▶ REQUIRED ACTION: Go through the entries below and count the lines where the word "roads" appears; give only the count.

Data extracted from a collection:
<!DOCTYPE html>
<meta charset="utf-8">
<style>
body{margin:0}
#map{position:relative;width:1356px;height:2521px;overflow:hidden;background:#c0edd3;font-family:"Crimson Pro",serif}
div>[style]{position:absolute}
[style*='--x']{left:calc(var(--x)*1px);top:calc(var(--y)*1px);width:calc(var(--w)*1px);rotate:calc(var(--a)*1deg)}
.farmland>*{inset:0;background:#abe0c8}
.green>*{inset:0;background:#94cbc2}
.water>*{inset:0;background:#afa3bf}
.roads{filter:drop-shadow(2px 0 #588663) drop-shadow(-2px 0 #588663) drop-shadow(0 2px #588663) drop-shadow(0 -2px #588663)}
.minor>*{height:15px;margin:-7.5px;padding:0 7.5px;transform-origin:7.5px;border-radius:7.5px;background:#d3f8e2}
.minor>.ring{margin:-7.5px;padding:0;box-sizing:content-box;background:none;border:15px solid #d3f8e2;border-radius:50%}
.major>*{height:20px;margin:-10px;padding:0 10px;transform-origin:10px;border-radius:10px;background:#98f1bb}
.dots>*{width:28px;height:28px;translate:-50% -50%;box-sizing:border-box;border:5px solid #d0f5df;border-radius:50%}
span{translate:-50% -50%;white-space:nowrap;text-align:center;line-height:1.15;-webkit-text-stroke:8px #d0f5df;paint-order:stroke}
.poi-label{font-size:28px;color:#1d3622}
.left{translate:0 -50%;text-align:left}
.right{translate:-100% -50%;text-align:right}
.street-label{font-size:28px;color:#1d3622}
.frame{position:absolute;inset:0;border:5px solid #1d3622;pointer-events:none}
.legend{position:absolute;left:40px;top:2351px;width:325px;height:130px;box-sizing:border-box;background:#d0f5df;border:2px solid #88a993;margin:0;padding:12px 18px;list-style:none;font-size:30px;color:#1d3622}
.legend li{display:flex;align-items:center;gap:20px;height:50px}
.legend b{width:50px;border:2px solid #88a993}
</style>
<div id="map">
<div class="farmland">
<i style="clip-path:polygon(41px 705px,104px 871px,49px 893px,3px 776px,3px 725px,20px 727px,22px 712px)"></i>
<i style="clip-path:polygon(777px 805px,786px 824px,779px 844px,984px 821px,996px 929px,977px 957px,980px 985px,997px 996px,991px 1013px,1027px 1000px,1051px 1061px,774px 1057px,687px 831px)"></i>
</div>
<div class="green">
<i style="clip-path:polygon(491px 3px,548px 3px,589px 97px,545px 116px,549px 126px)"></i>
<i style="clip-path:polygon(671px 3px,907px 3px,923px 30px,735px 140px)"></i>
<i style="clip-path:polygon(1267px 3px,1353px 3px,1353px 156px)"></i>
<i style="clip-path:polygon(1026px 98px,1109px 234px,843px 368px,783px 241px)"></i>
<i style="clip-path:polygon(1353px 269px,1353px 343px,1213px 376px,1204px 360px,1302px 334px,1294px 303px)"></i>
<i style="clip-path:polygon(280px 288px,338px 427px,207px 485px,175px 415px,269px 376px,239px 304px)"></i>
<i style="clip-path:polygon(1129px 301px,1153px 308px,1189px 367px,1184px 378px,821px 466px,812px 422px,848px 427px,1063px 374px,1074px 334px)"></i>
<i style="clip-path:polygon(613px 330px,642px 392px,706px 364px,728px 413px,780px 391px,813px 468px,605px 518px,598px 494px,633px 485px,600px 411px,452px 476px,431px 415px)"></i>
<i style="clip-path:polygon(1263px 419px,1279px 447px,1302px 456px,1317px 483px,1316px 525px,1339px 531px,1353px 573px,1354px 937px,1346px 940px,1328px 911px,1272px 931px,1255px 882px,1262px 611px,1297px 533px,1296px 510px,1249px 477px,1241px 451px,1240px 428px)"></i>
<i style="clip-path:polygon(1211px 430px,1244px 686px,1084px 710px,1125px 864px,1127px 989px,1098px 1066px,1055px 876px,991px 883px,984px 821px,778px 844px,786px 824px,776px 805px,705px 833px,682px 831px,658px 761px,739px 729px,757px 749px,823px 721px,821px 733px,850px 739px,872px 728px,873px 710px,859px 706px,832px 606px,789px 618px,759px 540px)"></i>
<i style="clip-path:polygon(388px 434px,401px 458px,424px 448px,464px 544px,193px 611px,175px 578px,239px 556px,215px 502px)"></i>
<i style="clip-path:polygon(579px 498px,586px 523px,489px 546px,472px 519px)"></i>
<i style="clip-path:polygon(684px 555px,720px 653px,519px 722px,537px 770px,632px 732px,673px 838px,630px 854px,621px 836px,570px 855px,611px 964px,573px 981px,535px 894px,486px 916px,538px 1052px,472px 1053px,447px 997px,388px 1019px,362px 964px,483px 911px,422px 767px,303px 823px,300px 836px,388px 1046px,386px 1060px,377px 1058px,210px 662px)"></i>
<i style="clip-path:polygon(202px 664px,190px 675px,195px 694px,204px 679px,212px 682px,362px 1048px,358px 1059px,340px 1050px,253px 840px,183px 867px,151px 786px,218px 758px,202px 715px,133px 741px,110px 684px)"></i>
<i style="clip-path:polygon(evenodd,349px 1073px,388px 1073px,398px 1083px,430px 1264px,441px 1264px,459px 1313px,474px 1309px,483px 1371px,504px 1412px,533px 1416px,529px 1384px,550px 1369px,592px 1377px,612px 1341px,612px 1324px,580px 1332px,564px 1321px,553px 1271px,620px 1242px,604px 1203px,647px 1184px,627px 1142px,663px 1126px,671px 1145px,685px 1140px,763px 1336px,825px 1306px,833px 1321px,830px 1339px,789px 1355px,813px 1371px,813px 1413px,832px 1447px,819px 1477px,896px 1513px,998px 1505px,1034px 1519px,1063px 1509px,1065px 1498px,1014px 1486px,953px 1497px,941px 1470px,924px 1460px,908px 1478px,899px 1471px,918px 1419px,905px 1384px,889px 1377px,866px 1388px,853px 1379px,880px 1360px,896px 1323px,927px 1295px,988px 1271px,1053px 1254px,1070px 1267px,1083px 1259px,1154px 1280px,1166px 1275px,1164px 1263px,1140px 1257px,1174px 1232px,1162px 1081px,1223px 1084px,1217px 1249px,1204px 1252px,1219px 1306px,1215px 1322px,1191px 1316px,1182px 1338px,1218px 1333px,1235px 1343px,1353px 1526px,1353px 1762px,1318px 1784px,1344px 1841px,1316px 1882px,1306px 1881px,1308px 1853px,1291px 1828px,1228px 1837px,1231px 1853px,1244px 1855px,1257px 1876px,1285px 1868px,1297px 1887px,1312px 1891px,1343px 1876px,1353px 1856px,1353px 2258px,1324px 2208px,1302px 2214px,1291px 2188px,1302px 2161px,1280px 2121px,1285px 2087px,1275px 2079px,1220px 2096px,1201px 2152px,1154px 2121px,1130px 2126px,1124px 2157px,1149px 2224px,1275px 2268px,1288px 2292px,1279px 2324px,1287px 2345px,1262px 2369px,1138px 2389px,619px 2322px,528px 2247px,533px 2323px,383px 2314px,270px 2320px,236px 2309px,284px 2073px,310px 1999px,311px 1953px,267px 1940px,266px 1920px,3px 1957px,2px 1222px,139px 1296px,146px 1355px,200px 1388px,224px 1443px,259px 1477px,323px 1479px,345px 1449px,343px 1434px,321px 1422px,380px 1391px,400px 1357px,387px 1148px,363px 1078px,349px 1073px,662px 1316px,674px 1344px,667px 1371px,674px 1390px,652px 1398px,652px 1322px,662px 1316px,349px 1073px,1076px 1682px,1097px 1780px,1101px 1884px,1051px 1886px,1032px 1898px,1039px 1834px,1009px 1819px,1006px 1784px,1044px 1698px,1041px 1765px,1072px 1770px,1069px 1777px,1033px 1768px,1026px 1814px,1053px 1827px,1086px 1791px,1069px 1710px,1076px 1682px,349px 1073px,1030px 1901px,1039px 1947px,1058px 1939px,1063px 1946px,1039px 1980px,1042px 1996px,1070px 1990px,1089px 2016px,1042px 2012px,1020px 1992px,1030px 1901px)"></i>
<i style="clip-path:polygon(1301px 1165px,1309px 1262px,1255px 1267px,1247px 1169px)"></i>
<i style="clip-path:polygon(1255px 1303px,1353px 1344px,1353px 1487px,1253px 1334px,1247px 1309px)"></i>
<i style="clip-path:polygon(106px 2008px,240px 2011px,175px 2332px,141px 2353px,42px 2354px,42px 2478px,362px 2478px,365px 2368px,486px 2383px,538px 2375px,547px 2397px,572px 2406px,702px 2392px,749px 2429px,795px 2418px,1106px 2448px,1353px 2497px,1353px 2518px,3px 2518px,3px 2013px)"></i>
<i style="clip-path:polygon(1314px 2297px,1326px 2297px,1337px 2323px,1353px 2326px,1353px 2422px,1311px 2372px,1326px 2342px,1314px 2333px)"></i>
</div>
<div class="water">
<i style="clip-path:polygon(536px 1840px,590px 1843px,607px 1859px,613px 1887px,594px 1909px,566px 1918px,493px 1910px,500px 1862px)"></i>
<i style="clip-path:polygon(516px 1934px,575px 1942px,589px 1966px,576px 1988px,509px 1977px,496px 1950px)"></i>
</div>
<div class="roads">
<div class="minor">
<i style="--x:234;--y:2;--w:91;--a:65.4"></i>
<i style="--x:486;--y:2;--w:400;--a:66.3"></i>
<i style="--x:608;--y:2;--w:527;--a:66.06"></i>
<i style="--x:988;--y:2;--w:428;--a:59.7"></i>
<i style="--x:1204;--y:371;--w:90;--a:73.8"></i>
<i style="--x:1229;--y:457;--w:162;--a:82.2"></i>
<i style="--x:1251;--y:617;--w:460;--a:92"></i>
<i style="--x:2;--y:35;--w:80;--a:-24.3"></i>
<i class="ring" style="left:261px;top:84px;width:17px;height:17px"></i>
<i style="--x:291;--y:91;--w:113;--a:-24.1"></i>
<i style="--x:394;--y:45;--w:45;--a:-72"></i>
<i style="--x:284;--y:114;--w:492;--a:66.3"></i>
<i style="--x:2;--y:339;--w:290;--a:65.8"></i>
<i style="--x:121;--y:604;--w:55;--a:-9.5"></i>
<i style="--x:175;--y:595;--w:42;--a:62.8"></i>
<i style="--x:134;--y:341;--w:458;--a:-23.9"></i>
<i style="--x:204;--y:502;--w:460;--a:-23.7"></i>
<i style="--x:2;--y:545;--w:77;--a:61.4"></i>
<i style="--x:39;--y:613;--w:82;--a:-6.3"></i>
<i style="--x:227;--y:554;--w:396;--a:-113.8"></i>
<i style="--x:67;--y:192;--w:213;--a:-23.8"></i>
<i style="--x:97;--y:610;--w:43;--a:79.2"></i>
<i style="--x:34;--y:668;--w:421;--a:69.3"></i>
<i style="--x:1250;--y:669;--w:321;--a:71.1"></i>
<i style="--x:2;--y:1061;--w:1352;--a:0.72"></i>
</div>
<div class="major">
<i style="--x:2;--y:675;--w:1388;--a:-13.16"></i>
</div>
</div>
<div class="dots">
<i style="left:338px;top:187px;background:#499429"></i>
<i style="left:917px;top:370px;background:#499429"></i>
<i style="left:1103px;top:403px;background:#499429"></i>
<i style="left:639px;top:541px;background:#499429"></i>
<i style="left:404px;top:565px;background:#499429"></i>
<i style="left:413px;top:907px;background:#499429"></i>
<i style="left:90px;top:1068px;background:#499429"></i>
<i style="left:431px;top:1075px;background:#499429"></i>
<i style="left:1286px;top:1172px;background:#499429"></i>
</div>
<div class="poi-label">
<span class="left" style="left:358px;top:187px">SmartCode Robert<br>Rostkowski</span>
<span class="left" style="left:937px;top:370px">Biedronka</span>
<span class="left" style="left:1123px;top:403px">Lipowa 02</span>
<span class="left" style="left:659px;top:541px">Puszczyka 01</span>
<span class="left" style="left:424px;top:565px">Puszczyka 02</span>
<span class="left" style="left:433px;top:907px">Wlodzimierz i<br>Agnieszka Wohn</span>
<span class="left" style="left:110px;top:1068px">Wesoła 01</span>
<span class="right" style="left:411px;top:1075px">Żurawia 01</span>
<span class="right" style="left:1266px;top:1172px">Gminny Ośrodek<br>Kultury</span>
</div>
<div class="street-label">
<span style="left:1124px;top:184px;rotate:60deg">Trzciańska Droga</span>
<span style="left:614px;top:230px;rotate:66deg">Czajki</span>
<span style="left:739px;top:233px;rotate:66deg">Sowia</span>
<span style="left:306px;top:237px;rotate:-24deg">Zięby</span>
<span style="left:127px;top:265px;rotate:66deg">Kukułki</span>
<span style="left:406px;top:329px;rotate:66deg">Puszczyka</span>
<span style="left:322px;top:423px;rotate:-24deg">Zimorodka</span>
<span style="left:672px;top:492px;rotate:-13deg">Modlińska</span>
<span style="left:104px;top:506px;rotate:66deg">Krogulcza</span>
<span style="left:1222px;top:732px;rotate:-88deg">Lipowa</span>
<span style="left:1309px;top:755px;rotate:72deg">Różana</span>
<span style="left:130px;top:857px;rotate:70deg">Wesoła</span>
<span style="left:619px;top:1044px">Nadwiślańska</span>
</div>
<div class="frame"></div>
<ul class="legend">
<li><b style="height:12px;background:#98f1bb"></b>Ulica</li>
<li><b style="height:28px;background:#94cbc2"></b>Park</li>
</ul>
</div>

▶ EXERCISE OUTPUT: 2